- [AIM OF THE TASK]:
The expected output is each entry, given again exactly.

────

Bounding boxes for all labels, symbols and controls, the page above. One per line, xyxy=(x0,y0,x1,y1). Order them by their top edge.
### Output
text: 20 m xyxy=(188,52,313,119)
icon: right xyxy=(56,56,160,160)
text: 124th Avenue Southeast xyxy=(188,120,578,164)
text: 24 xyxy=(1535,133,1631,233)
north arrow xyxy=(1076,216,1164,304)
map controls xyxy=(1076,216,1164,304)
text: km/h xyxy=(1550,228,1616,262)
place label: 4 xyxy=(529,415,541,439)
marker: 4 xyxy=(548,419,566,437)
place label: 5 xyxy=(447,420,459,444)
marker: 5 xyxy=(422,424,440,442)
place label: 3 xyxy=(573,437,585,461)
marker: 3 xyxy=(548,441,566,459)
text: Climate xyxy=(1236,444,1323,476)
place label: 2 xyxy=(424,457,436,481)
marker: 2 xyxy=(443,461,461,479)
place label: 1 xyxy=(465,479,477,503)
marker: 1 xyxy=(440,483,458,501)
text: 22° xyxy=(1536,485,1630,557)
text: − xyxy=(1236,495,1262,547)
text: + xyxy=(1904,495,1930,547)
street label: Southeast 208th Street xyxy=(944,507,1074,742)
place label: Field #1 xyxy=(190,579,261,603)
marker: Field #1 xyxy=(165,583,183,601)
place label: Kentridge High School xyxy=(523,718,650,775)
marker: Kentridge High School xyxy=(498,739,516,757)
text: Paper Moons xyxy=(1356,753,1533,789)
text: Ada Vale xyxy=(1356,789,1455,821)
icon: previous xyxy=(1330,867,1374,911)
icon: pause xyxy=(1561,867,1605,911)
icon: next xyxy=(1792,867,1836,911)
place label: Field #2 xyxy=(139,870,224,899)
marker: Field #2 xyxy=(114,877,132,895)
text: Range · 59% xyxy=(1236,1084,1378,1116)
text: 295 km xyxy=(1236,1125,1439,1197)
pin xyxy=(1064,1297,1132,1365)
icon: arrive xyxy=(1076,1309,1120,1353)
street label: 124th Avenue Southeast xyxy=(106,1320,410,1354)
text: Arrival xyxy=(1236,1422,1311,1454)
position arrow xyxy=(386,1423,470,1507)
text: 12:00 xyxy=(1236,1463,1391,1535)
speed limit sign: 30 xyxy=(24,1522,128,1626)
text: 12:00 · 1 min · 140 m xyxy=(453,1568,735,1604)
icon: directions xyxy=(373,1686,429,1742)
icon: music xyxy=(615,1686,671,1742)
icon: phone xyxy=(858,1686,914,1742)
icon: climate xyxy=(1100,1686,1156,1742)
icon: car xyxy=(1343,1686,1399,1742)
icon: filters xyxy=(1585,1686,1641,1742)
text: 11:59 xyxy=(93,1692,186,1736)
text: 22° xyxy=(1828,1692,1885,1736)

────

- [ANSWER SECTION]:
Bounding boxes for all labels, symbols and controls, the page above. One per line, xyxy=(x0,y0,x1,y1). Order them by their top edge.
### Output
text: 20 m xyxy=(188,52,313,119)
icon: right xyxy=(56,56,160,160)
text: 124th Avenue Southeast xyxy=(188,120,578,164)
text: 24 xyxy=(1535,133,1631,233)
north arrow xyxy=(1076,216,1164,304)
map controls xyxy=(1076,216,1164,304)
text: km/h xyxy=(1550,228,1616,262)
place label: 4 xyxy=(529,415,541,439)
marker: 4 xyxy=(548,419,566,437)
place label: 5 xyxy=(447,420,459,444)
marker: 5 xyxy=(422,424,440,442)
place label: 3 xyxy=(573,437,585,461)
marker: 3 xyxy=(548,441,566,459)
text: Climate xyxy=(1236,444,1323,476)
place label: 2 xyxy=(424,457,436,481)
marker: 2 xyxy=(443,461,461,479)
place label: 1 xyxy=(465,479,477,503)
marker: 1 xyxy=(440,483,458,501)
text: 22° xyxy=(1536,485,1630,557)
text: − xyxy=(1236,495,1262,547)
text: + xyxy=(1904,495,1930,547)
street label: Southeast 208th Street xyxy=(944,507,1074,742)
place label: Field #1 xyxy=(190,579,261,603)
marker: Field #1 xyxy=(165,583,183,601)
place label: Kentridge High School xyxy=(523,718,650,775)
marker: Kentridge High School xyxy=(498,739,516,757)
text: Paper Moons xyxy=(1356,753,1533,789)
text: Ada Vale xyxy=(1356,789,1455,821)
icon: previous xyxy=(1330,867,1374,911)
icon: pause xyxy=(1561,867,1605,911)
icon: next xyxy=(1792,867,1836,911)
place label: Field #2 xyxy=(139,870,224,899)
marker: Field #2 xyxy=(114,877,132,895)
text: Range · 59% xyxy=(1236,1084,1378,1116)
text: 295 km xyxy=(1236,1125,1439,1197)
pin xyxy=(1064,1297,1132,1365)
icon: arrive xyxy=(1076,1309,1120,1353)
street label: 124th Avenue Southeast xyxy=(106,1320,410,1354)
text: Arrival xyxy=(1236,1422,1311,1454)
position arrow xyxy=(386,1423,470,1507)
text: 12:00 xyxy=(1236,1463,1391,1535)
speed limit sign: 30 xyxy=(24,1522,128,1626)
text: 12:00 · 1 min · 140 m xyxy=(453,1568,735,1604)
icon: directions xyxy=(373,1686,429,1742)
icon: music xyxy=(615,1686,671,1742)
icon: phone xyxy=(858,1686,914,1742)
icon: climate xyxy=(1100,1686,1156,1742)
icon: car xyxy=(1343,1686,1399,1742)
icon: filters xyxy=(1585,1686,1641,1742)
text: 11:59 xyxy=(93,1692,186,1736)
text: 22° xyxy=(1828,1692,1885,1736)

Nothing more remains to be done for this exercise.